There is a very good reason: The threat is there and growing. However, all the attention the major sources of cyber attacks and espionage is receiving may have distorted our views. That distortion could be extremely dangerous and very costly. If you really dive into what it would take to collect target intelligence, research and create a cyber weapon for that specific target, and attack and launch it, it is not that expensive. Most extremist and terrorist groups could easily fund such an effort. For that matter, many individuals could fund or raise the money necessary to carry out such an attack.

That fact is what has many cyber strategists and defense planners working overtime nowadays. I can recall several incidents where during the hours after an attack, the chief information security officer at the target exclaimed: “It kind of came out of nowhere and we were blindsided.”

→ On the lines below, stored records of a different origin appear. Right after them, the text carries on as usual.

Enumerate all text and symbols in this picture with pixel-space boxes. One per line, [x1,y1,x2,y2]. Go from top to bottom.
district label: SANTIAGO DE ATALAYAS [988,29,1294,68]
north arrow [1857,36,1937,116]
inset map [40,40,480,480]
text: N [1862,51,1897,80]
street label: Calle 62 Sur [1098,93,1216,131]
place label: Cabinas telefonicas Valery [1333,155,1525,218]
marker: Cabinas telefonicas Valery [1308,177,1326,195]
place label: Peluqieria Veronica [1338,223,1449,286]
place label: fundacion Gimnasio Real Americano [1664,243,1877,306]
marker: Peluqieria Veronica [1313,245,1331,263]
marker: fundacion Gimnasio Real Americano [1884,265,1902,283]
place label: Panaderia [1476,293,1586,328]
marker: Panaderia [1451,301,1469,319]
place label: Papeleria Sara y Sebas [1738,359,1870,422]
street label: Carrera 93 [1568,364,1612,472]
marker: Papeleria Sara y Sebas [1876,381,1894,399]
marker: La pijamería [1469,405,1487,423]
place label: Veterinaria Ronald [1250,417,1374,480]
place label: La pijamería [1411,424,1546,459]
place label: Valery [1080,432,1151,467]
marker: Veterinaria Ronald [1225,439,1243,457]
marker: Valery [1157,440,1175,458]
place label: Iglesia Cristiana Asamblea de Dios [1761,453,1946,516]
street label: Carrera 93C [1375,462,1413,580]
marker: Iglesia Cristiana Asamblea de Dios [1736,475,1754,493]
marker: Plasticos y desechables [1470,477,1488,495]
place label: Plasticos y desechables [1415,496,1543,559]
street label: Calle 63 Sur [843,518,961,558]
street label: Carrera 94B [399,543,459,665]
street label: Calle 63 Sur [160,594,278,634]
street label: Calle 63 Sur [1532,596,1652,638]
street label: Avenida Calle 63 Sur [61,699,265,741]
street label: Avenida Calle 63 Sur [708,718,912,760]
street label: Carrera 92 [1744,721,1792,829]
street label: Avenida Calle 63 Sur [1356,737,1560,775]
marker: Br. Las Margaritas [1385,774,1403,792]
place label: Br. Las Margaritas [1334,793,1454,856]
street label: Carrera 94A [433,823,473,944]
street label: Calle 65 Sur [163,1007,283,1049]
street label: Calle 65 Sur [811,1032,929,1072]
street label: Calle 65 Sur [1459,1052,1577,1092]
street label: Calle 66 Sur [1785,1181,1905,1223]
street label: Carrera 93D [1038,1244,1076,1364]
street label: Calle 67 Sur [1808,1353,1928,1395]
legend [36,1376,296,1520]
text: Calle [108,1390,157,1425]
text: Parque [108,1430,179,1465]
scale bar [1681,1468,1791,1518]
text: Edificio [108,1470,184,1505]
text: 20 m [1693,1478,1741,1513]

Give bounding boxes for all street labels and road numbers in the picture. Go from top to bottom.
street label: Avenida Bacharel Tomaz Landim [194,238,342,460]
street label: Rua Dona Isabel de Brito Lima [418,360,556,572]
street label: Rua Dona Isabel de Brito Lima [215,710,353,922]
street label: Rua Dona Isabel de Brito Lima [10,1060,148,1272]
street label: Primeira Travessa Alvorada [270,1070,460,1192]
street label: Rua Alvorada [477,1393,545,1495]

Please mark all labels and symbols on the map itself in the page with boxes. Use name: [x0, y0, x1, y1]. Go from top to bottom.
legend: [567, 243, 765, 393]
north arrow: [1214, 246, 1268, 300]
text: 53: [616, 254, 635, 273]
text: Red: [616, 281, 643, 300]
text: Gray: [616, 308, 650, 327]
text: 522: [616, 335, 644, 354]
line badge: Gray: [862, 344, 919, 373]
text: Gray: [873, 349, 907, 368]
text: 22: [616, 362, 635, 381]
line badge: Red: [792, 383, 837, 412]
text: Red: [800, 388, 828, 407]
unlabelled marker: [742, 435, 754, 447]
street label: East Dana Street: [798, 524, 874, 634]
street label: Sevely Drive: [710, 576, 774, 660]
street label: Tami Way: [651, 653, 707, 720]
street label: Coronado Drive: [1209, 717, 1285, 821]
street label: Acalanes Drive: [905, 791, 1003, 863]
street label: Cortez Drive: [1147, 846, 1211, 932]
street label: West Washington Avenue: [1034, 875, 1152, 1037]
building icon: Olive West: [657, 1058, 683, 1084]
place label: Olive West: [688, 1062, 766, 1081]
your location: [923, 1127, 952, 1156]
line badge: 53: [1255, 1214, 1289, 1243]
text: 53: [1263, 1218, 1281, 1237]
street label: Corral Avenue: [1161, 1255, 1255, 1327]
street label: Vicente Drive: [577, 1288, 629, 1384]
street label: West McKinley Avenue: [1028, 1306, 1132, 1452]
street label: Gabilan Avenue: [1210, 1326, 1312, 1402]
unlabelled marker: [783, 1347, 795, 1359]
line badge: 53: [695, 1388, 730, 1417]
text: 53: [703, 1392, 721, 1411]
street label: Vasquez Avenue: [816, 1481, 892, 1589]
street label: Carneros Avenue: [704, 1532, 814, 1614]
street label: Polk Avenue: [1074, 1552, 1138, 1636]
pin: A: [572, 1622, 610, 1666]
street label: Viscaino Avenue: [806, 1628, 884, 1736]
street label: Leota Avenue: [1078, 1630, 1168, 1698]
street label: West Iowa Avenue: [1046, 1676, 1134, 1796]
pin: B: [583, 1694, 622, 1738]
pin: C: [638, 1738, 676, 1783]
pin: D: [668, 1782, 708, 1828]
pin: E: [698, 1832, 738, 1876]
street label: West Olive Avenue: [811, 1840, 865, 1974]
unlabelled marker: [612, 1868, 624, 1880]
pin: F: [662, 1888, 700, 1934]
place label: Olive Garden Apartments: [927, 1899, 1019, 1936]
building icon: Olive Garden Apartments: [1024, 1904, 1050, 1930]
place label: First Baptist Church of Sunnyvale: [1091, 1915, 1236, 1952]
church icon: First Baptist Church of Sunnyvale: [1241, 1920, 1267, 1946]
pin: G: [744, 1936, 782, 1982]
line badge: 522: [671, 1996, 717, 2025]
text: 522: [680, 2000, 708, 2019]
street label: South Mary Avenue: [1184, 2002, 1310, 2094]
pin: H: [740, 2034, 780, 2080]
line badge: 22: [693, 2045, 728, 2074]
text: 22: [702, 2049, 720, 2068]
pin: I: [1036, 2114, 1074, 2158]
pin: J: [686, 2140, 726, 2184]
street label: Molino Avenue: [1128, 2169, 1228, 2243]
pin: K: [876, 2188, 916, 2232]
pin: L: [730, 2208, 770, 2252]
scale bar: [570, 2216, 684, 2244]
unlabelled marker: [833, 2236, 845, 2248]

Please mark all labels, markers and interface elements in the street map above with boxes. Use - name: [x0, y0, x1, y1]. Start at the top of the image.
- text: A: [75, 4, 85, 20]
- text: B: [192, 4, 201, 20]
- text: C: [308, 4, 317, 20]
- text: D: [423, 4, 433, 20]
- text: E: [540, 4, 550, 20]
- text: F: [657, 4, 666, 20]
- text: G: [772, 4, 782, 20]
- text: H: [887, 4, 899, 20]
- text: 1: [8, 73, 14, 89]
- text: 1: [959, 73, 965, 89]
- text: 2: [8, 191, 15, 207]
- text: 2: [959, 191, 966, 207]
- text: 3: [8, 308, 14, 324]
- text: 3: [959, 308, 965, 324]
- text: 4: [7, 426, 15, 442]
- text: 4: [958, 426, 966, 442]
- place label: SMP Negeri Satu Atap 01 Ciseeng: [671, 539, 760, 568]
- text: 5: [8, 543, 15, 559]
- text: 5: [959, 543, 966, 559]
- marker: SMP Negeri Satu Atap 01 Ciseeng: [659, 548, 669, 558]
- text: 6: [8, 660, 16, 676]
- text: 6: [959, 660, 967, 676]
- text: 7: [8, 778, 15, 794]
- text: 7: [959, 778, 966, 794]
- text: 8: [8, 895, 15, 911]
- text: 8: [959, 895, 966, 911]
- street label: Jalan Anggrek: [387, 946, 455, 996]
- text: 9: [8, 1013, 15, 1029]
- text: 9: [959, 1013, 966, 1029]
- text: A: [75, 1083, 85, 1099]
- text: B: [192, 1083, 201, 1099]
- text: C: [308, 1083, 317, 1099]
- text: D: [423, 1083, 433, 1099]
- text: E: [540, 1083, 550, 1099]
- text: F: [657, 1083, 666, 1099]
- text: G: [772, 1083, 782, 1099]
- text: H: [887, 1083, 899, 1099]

Recently, cyber attack threat analysts have publicly warned what has become a common theme: It is not a matter of if, but when, as it relates to a successful cyber attack against the United States. Just consider the current cyber threatscape. There are hackers in organized crime entities — criminals, hacktivists, cyber terrorists and organizations within rogue nation-states — all pitted against our cyber defenders. How many critical U.S. systems are in use today that have one or more vulnerabilities that could be exploited by a cyber attacker? How many hackers are out there globally actively looking for zero-day vulnerabilities or are developing new malware? Now consider how many cyber defenders are guarding those critical U.S. systems. What do you think the attack to defender ratio is — 10-to-1, 100-to-1, 1,000-to-1 or more? No one knows the answer, but we are outnumbered to be sure.

I believe we have the best cyber defenders in the world, but with this growing ratio, it is not a matter of if, but when, cyber attackers will get the better of us in a big way.